From Chris Mulligan:
The data come from the Center for Disease Control and cover the years 1969-1988. Chris also gives instructions for how to download the data and plot them in R from scratch (in 30 lines of R code)!
And now, the background
A few months ago I heard about a study reporting that, during a recent eleven-year period, more babies were born on Valentine’s Day and fewer on Halloween compared to neighboring days:
What I’d really like to see is a graph with all 366 days of the year. It would be easy enough to make. That way we could put the Valentine’s and Halloween data in the context of other possible patterns. While they’re at it, they could also graph births by day of the week and show Thanksgiving, Easter, and other holidays that don’t have fixed dates. It’s so frustrating when people only show part of the story.
I was pointed to some tables:
and a graph from Matt Stiles:
The heatmap is cute but I wanted to see the whole year’s pattern, not broken down by month, and I wanted a graph that showed quantitative patterns. Chris Mulligan’s graph (see top of this blog) was much better from my perspective.
Other comments on Chris’s graph
– As Chris noted, Valentine’s Day and Halloween do show up but just barely.
– You can also see dips around the Labor Day and Thanksgiving weekends which are spread a bit because the dates vary for these day-of-week holidays.
– I’d consider rescaling the y-axis so the red line=100, then it would be easier for me to get a grip on the scale of the variation.

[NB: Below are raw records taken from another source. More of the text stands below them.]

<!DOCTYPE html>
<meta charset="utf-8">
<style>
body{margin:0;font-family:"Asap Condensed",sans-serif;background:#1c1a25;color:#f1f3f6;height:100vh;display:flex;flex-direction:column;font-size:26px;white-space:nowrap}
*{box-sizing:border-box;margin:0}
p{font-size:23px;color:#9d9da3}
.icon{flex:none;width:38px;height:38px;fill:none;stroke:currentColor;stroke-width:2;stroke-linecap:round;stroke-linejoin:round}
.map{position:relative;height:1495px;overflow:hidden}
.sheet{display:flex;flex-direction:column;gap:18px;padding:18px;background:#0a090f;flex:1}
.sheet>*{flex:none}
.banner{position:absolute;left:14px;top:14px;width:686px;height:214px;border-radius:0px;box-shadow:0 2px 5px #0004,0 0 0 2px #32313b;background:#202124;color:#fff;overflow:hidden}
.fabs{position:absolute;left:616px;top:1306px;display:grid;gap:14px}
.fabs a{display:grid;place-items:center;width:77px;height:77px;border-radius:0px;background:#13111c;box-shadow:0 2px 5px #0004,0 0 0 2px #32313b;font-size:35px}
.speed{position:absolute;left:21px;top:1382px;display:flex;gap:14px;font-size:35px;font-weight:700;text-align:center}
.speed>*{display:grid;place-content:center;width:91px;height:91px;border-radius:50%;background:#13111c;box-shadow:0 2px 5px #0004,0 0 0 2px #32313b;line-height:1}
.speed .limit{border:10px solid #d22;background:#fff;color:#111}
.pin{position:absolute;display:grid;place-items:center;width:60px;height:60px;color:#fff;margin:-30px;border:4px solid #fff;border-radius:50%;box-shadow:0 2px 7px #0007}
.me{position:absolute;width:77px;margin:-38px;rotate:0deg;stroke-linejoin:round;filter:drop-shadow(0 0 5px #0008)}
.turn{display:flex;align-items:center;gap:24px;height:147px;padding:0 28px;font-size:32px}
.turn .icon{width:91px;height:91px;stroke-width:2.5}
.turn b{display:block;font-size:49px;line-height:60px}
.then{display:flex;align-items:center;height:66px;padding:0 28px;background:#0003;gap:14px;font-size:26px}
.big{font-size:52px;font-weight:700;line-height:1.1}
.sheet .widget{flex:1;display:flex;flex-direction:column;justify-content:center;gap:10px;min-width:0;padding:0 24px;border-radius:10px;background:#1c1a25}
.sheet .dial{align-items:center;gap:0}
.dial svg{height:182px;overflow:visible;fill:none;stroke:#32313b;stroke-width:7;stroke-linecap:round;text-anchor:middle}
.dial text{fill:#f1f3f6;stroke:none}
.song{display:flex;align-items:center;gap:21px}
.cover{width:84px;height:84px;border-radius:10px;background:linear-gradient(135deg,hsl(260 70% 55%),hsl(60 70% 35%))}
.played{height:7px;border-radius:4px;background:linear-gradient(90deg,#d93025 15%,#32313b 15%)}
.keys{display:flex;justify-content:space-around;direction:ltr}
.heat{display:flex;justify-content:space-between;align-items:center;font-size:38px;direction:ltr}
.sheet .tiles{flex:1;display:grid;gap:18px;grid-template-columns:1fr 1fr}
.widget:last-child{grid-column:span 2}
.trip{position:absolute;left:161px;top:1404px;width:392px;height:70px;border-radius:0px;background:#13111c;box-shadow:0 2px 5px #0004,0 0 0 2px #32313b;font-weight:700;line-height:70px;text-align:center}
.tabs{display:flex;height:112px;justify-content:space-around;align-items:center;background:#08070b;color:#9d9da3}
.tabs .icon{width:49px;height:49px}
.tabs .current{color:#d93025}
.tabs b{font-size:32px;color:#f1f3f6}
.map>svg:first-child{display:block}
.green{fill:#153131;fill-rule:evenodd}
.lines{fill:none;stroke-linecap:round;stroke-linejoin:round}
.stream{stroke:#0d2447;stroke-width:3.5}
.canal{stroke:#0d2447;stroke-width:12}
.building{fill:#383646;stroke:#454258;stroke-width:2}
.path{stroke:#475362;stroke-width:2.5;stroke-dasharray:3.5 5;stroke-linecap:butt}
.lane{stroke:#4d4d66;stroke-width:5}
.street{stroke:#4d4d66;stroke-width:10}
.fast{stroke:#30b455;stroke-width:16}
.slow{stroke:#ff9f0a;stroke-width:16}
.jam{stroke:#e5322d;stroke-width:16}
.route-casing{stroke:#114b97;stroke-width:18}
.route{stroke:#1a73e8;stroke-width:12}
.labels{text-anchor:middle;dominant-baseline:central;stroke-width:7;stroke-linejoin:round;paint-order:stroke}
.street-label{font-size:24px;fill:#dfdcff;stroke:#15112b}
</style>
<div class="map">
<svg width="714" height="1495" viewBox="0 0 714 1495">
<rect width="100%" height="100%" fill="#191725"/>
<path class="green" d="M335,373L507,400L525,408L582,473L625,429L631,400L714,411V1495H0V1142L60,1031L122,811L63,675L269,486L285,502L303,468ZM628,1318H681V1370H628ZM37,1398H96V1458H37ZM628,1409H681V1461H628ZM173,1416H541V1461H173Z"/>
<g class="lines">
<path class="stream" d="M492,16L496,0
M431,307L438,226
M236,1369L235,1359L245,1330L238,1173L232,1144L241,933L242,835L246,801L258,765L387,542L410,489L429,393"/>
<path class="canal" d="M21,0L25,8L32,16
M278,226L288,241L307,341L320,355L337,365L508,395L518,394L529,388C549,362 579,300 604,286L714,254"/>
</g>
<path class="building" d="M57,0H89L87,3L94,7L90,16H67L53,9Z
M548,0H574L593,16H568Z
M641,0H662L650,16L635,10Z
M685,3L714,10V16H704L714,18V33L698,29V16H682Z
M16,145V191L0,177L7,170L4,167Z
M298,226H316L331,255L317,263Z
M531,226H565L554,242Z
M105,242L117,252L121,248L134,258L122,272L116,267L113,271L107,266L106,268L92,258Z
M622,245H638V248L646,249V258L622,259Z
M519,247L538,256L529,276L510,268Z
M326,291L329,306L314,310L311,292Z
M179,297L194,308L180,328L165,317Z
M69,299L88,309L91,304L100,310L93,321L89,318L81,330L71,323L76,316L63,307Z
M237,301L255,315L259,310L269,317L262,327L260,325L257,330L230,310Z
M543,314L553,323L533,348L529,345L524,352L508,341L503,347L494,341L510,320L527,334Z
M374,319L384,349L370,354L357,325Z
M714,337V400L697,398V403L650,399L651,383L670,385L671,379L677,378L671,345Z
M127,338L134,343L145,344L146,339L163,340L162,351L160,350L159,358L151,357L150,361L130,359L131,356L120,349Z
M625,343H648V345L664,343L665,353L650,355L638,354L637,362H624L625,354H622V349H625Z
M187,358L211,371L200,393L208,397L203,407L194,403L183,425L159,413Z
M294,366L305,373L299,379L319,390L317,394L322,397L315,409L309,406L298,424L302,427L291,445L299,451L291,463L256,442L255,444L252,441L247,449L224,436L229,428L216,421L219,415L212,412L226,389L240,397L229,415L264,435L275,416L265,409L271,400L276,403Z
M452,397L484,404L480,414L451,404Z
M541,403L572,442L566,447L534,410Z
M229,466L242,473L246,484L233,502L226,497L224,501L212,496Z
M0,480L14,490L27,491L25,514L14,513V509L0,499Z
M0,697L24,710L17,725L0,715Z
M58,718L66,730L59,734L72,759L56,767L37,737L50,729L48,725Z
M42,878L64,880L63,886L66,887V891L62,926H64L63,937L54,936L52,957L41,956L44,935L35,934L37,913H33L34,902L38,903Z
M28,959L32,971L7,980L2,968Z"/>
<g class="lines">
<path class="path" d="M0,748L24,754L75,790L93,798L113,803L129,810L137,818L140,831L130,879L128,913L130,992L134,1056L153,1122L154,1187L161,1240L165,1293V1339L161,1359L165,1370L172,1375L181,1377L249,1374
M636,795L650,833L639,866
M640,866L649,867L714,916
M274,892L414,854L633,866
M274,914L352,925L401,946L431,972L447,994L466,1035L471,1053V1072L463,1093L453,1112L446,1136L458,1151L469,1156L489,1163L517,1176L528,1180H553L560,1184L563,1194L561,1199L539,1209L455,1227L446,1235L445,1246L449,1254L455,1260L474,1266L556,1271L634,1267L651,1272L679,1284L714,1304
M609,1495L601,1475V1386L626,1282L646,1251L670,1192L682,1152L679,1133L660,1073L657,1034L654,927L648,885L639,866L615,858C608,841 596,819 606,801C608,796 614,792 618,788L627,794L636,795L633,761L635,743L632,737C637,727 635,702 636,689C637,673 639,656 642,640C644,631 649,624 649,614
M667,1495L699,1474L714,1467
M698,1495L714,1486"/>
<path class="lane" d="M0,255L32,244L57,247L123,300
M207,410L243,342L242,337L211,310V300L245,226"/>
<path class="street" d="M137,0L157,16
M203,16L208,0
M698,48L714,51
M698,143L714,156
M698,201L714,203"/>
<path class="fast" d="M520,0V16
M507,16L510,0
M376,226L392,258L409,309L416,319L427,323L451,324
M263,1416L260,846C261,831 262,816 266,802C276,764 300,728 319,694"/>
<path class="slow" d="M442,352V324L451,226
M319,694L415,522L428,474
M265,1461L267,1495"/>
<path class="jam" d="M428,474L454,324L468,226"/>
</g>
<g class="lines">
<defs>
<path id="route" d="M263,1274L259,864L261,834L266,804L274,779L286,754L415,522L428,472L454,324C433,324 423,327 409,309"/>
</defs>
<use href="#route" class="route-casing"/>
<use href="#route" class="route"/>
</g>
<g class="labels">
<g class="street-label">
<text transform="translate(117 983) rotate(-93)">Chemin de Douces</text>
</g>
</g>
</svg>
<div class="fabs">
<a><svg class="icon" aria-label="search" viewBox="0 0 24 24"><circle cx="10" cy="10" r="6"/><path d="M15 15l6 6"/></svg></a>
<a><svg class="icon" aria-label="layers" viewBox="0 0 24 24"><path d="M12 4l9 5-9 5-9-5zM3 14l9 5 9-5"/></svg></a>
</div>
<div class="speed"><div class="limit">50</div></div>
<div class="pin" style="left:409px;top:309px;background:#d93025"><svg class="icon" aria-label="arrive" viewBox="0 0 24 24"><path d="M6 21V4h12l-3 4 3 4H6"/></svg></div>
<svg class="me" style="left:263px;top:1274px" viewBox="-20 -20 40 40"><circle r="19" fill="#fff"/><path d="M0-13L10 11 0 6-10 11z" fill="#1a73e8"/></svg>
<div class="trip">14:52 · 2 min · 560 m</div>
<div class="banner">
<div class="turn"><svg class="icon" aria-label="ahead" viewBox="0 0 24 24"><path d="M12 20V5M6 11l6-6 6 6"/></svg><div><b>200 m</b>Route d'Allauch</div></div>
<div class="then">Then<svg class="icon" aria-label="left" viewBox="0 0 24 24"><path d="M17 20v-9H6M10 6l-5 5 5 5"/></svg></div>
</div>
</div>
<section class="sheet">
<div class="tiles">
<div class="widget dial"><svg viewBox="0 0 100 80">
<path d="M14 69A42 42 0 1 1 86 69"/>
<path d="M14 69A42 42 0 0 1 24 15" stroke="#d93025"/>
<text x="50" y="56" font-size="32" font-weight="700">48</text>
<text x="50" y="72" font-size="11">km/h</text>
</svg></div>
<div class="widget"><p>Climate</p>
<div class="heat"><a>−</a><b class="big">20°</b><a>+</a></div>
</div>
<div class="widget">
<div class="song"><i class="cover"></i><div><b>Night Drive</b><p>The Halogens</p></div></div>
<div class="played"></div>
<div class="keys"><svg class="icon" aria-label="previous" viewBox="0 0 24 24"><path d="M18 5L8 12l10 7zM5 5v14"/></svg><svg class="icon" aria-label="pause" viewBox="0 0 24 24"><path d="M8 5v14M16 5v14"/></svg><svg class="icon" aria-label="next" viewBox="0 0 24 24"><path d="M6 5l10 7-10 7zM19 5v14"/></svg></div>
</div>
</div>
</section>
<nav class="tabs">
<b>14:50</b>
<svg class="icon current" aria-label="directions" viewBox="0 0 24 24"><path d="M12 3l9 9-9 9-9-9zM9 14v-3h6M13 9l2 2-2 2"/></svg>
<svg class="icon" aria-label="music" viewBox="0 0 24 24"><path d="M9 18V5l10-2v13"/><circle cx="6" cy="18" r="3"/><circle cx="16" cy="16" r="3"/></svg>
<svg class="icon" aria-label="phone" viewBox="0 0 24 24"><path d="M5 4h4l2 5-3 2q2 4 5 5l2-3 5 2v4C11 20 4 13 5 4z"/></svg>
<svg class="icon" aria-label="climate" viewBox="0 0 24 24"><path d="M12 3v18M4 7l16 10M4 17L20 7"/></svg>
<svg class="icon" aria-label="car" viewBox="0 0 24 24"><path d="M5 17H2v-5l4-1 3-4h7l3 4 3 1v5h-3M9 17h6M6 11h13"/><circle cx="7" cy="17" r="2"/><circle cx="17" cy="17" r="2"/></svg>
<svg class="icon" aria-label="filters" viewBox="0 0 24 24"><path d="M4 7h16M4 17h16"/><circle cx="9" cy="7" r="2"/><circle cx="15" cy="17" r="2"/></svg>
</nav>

– I don’t get anything out of the lowess line but it was a clever way for Chris to pull out some extreme dates automatically. (It was my idea to multiplying the 29 Feb counts by 4.)
– The data could be cleaned even further. Here’s how I’d start: go back to the data for all the years and fit a regression with day-of-week indicators (Monday, Tuesday, etc), then take the residuals from that regression and pipe them back into Chris’s program to make a cleaned-up graph. It’s well known that births are less frequent on the weekends, and unless your data happen to be an exact 28-year period, you’ll get imbalance, which I’m guessing is driving a lot of the zigzagging in the graph above.
– The next step would be to go back to some of the questions raised in recent years by economists who have noticed different patterns of birthdays (and thus of conceptions) as a function of age and education levels of parents. I don’t know what’s been done on this since 2009.
– It might be cute to to display the graph in a circle, to connect 31 Dec – 1 Jan, but I don’t recommend it, as this would come close to destroying our ability to see the annual pattern in the data.
The moral of the story
– The direct time-series graph showed patterns clearly, allowing us to make qualitative and quantitative comparisons much better than were possible using the cute heat map or the tables.
– High-resolution graphics can make a difference, even for a problem as simple as displaying a sequence of 366 numbers.